I mean, why travel thousands of miles to stay in half-finished hotels with double toilets and get accosted by three-legged dogs, only to see skiers race through their event before the snow turns to fog, when you can enjoy winter sports in Vermont? I’m talking about that pinnacle of winter sports, the Wendell-Judd Cup, where skiers from around the world but especially from within a 10-mile radius come to compete against each other and the elements and—in my case—against a general sluggishness caused by eating too much mac’n’cheese.
Thanks probably to the long lines in Sochi and to near-nirvana conditions in Vermont, there was a record turnout at the Wendell-Judd Cup this year, with a multitudinous 76 skiers and snowshoers registering and another estimated 20 sneaking onto the course for the shear fun of it. The fastest skiers, or as I call them, “the show-offs who did not eat too much mac’n’cheese,” were led by Brattleboro Outing Club skier Tim Whitney, at 43 minutes and 21 seconds, soon followed by alumnus Dwight Holmes ’94 and Lilac Ridge farmer Ross Thurber.

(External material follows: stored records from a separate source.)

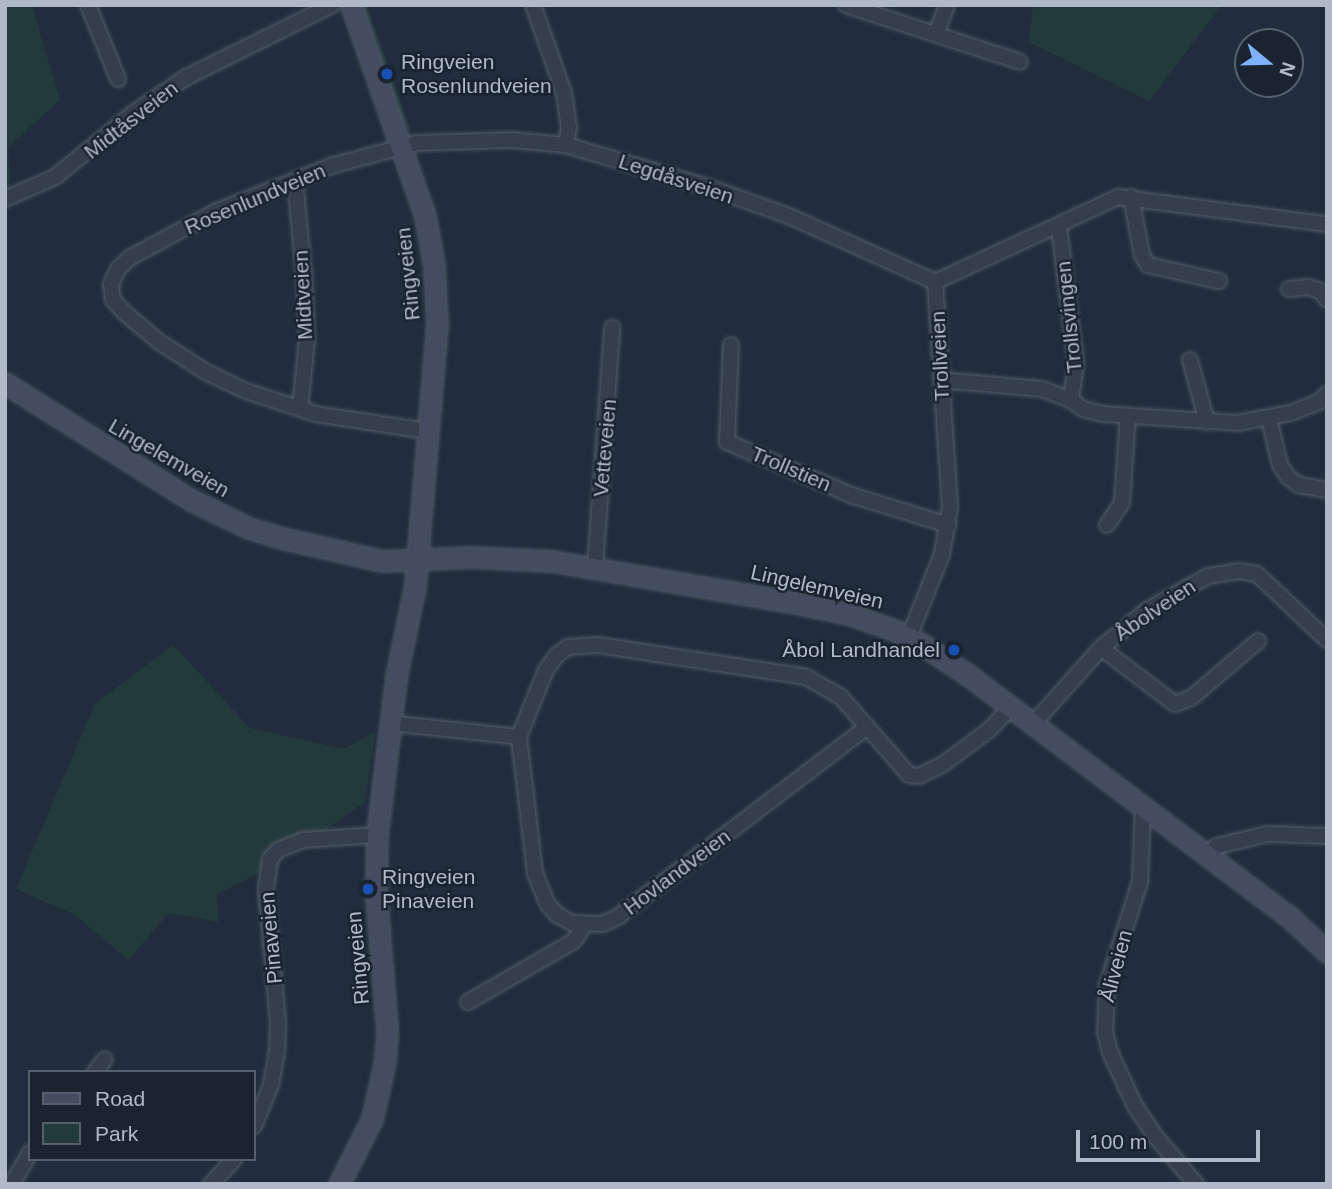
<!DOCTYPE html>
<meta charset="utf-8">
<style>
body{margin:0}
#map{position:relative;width:1332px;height:1189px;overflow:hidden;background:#212d3c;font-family:Helvetica,sans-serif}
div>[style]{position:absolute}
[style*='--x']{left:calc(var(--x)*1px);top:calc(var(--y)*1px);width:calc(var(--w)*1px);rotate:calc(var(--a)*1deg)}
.green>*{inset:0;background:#233a3d}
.roads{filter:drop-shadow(0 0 2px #535c6a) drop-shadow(0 0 2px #535c6a)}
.street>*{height:14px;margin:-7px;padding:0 7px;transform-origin:7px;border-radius:7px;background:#353e4c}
.secondary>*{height:19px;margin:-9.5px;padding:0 9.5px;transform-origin:9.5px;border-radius:9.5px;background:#434d5f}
.dots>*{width:19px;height:19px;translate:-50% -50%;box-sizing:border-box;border:4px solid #1a2431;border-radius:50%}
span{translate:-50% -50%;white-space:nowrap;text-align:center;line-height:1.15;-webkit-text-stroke:5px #1a2431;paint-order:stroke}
.poi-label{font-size:21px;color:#b0b9c8}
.left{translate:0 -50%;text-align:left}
.right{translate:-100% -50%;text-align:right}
.street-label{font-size:21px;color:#b0b9c8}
.frame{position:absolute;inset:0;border:7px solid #b0b9c8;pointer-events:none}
.legend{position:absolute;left:28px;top:1070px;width:228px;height:91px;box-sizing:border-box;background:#1a2431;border:2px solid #56606d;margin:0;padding:9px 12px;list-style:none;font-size:21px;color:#b0b9c8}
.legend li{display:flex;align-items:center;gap:14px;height:35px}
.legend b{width:35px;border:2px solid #56606d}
.north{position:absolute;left:1234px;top:28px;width:70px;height:70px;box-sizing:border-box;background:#1a2431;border:2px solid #56606d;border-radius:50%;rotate:109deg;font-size:19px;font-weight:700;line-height:28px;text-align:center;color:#b0b9c8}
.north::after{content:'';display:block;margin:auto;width:24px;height:32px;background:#80b1fd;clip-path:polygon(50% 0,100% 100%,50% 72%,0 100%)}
.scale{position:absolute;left:1076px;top:1130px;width:184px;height:32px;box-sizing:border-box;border:4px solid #b0b9c8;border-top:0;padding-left:9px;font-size:21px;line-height:24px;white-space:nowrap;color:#b0b9c8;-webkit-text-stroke:5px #1a2431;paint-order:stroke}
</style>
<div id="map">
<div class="green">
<i style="clip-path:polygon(5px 5px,32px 5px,60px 100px,8px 147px,11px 197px,5px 199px)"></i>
<i style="clip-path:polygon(361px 5px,367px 5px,411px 132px,403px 125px)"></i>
<i style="clip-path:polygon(1033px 5px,1222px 5px,1149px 101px,1029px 42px)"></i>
<i style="clip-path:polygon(173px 645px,250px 728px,344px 749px,375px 732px,365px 802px,315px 838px,289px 844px,267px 869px,217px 894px,218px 922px,169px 913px,128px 960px,75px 915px,16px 889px,95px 704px)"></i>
</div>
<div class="roads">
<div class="street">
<i style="--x:88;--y:5;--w:80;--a:67.9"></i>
<i style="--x:533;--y:5;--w:93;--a:70.6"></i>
<i style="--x:564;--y:93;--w:34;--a:82"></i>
<i style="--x:569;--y:127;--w:18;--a:99"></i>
<i style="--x:846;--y:5;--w:183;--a:18.1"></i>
<i style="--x:936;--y:34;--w:31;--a:-69"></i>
<i style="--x:295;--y:180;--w:94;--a:84.5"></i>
<i style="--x:304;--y:274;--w:65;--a:87.4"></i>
<i style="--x:307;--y:339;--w:70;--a:95.7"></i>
<i style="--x:1131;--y:197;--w:59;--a:79.3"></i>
<i style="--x:1142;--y:255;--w:12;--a:59"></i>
<i style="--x:1148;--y:265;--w:73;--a:12.7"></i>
<i style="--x:5;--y:199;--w:55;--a:-23.7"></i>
<i style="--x:55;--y:177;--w:103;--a:-39.1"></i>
<i style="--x:135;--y:112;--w:60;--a:-34.2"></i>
<i style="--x:185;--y:78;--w:164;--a:-26.4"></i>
<i style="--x:1059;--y:227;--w:138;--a:82.9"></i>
<i style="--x:1076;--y:364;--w:36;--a:98"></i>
<i style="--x:1289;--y:289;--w:19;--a:-6"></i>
<i style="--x:1308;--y:287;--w:13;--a:18"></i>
<i style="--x:1320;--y:291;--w:11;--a:52"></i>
<i style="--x:731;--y:345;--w:97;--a:92.4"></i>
<i style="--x:727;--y:442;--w:135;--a:23.1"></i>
<i style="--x:851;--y:495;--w:102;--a:17.2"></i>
<i style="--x:1190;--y:360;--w:64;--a:74.7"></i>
<i style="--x:941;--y:380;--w:101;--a:5.1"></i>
<i style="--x:1042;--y:389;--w:31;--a:21"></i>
<i style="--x:1071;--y:400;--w:15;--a:37"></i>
<i style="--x:1083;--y:409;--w:21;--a:14"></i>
<i style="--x:1103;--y:414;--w:134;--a:3.8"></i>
<i style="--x:1237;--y:423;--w:55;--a:-10.5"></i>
<i style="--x:1291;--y:413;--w:31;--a:-22"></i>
<i style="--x:1320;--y:401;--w:10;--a:-45"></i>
<i style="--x:1269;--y:419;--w:47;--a:76.6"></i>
<i style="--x:1280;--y:465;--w:14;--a:56"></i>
<i style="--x:1288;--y:477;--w:14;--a:36"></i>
<i style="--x:1299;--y:485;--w:28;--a:10"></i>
<i style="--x:427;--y:431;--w:112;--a:-171.3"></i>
<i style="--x:316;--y:414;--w:74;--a:-161.8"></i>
<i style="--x:246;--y:391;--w:44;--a:-154.6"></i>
<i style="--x:206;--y:372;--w:57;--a:-147.1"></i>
<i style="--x:158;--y:341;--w:43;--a:-139.7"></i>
<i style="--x:125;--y:313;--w:18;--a:-133"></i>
<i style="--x:113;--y:300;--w:16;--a:-97"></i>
<i style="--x:111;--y:284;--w:17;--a:-65"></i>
<i style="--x:118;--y:269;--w:18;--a:-43"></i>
<i style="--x:131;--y:257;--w:95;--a:-28.2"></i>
<i style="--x:215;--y:212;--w:128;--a:-21.6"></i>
<i style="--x:334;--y:165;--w:86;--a:-14.8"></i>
<i style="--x:417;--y:143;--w:95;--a:-1.8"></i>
<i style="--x:512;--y:140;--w:54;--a:5.3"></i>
<i style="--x:566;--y:145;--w:148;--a:16.5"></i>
<i style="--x:708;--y:187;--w:86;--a:19.7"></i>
<i style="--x:789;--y:216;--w:160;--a:24.3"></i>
<i style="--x:1107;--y:525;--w:27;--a:-56"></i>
<i style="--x:1122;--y:503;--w:87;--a:-86.1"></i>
<i style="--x:595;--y:568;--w:241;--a:-85.9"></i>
<i style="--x:909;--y:637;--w:89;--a:-68.3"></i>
<i style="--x:942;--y:554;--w:48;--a:-80.3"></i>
<i style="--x:950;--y:507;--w:225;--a:-93.8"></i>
<i style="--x:935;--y:282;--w:202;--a:-24.9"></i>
<i style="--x:1118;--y:197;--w:211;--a:7.4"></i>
<i style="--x:1101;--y:648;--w:93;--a:37.1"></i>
<i style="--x:1175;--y:704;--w:17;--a:-21"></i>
<i style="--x:1191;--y:698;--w:88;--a:-40.4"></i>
<i style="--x:389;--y:723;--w:131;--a:6.1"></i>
<i style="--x:1033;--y:724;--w:102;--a:-48.2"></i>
<i style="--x:1101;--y:648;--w:60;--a:-39.6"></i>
<i style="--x:1147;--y:610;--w:70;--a:-29.1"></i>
<i style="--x:1208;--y:576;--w:31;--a:-9"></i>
<i style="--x:1239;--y:571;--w:18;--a:9"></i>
<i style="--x:1257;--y:574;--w:96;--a:43.3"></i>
<i style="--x:867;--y:727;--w:313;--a:142.7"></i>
<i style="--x:618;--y:917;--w:17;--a:156"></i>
<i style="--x:602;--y:924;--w:30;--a:-178"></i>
<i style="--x:572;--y:923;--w:18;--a:-151"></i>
<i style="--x:556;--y:914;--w:14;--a:-129"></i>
<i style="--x:547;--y:903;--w:32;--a:-112"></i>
<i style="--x:535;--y:873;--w:137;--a:-96.7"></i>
<i style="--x:519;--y:737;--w:72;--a:-68.1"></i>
<i style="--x:546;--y:670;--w:19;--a:-54"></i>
<i style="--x:557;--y:655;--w:14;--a:-36"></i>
<i style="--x:568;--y:647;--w:30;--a:-4"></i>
<i style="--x:598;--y:645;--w:210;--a:8.7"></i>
<i style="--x:806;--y:677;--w:40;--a:29.7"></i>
<i style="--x:841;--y:697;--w:103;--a:48.9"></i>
<i style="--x:909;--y:775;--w:10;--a:6"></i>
<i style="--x:919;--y:776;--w:25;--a:-26"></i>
<i style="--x:942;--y:765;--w:59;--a:-36.7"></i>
<i style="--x:989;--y:730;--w:30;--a:-46"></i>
<i style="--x:1143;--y:807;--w:75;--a:92.3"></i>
<i style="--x:1140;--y:882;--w:108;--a:107.8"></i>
<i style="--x:1107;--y:985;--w:47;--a:92.4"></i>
<i style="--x:1105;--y:1032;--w:21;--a:76"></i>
<i style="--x:1110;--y:1052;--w:60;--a:65.2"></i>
<i style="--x:1135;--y:1106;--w:37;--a:56"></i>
<i style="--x:1156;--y:1137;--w:62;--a:49.6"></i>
<i style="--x:1207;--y:855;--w:13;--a:-42"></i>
<i style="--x:1217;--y:846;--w:51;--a:-13.5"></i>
<i style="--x:1267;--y:834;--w:60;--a:1.9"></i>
<i style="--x:468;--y:1002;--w:122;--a:-29.9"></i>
<i style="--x:574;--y:941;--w:19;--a:-58"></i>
<i style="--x:95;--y:1072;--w:16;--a:-52"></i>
<i style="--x:254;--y:1126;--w:44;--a:-67.5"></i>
<i style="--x:271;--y:1085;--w:34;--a:-80"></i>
<i style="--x:277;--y:1052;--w:29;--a:-88"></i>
<i style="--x:278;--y:1023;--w:135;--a:-95.1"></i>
<i style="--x:266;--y:889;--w:30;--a:-82"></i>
<i style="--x:270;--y:859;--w:12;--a:-48"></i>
<i style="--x:278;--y:850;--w:27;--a:-22"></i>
<i style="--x:303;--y:840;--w:74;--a:-3.9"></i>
<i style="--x:12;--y:1184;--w:36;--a:-60"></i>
<i style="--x:211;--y:1184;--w:34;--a:-47"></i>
</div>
<div class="secondary">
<i style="--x:5;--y:383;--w:220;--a:32.2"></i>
<i style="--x:191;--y:500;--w:64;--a:25.8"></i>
<i style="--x:249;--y:528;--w:39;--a:17"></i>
<i style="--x:286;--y:539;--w:98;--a:12.9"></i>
<i style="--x:382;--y:561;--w:89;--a:-2.6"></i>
<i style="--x:471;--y:557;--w:81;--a:2.8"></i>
<i style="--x:552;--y:561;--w:248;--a:9.8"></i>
<i style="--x:796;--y:603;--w:54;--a:11.7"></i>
<i style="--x:849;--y:614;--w:48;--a:19.6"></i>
<i style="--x:894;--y:630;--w:33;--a:27"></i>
<i style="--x:923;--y:645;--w:54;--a:33.7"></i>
<i style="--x:968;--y:675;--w:399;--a:37"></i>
<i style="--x:1287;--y:915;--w:54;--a:42.8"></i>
<i style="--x:339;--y:1184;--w:73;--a:-63.1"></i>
<i style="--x:372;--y:1119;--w:59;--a:-77.4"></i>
<i style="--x:385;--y:1061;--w:31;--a:-86"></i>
<i style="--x:387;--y:1030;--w:138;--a:-94.6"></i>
<i style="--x:376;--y:892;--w:57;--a:-89"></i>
<i style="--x:377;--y:835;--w:159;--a:-83.1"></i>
<i style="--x:396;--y:677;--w:93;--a:-78.2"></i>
<i style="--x:415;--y:586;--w:264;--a:-85.2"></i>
<i style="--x:437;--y:323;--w:58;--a:-93"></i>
<i style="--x:434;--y:265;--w:50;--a:-100.4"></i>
<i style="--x:425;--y:216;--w:224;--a:-109.3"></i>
</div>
</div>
<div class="dots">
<i style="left:387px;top:74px;background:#1a4fb4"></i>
<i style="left:954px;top:650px;background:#1a4fb4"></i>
<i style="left:368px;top:889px;background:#1a4fb4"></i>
</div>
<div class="poi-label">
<span class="left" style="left:401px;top:74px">Ringveien<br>Rosenlundveien</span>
<span class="right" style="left:940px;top:650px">Åbol Landhandel</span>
<span class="left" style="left:382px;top:889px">Ringveien<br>Pinaveien</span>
</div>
<div class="street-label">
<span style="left:131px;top:120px;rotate:-38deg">Midtåsveien</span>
<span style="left:676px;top:179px;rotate:18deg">Legdåsveien</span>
<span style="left:255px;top:199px;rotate:-23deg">Rosenlundveien</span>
<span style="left:408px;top:274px;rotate:-96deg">Ringveien</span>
<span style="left:303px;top:295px;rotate:-93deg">Midtveien</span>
<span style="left:1069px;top:317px;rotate:-96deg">Trollsvingen</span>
<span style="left:940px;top:356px;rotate:-93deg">Trollveien</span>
<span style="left:605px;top:448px;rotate:-85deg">Vetteveien</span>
<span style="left:169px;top:458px;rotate:30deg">Lingelemveien</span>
<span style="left:791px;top:469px;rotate:23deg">Trollstien</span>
<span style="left:817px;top:587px;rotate:13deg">Lingelemveien</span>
<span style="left:1155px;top:610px;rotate:-34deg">Åbolveien</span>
<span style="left:677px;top:872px;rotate:-37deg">Hovlandveien</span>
<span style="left:271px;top:938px;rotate:-95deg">Pinaveien</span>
<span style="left:358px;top:958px;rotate:-95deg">Ringveien</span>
<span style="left:1116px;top:966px;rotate:-75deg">Åliveien</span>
</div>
<div class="frame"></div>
<ul class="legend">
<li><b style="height:9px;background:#434d5f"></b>Road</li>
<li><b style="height:19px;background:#233a3d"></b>Park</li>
</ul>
<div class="north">N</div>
<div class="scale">100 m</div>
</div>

The fastest woman on skis was Diana Whitney, who gave her hubby Tim a run for his money at 47 minutes and 9 seconds, followed by the OP’s first lady Debby Dorsett and student Liza Mitrofanova. In the youth category, Nolen Holmes, lightning lad of Dwight Holmes and Bonny White ’85, came in at 55 minutes 47 seconds, or faster than you can say “the fruit doesn’t fall far from the tree.” Yours truly and the rest of the “comfort food” category came in generally after people with watches were paying close attention. I intimated that skiers came from around the world, and I wanted to give special recognition to Abdel Izem, representing Morocco, who broke both of his poles trying to extricate himself from the deep snow on South Pond and skied the rest of the way without poles.
But that’s not all, because while this snow-spangled fun was happening in Marlboro, a stalwart team of Marlboro students traveled to Putney for a much-anticipated game of basketball against rival Landmark College. With only one sub on the Marlboro team, and the first full-court game they’ve played this year, they managed to tie Landmark at halftime, 22 to 22. The fans were going wild, and the Marlboro team showed them what fancy footwork and dribbling and pump fakes could be achieved with the benefit of a demanding liberal arts curriculum, but in the end they “lost” by two points, 48 to 46. All this olympic-style glory and clean drinking water too.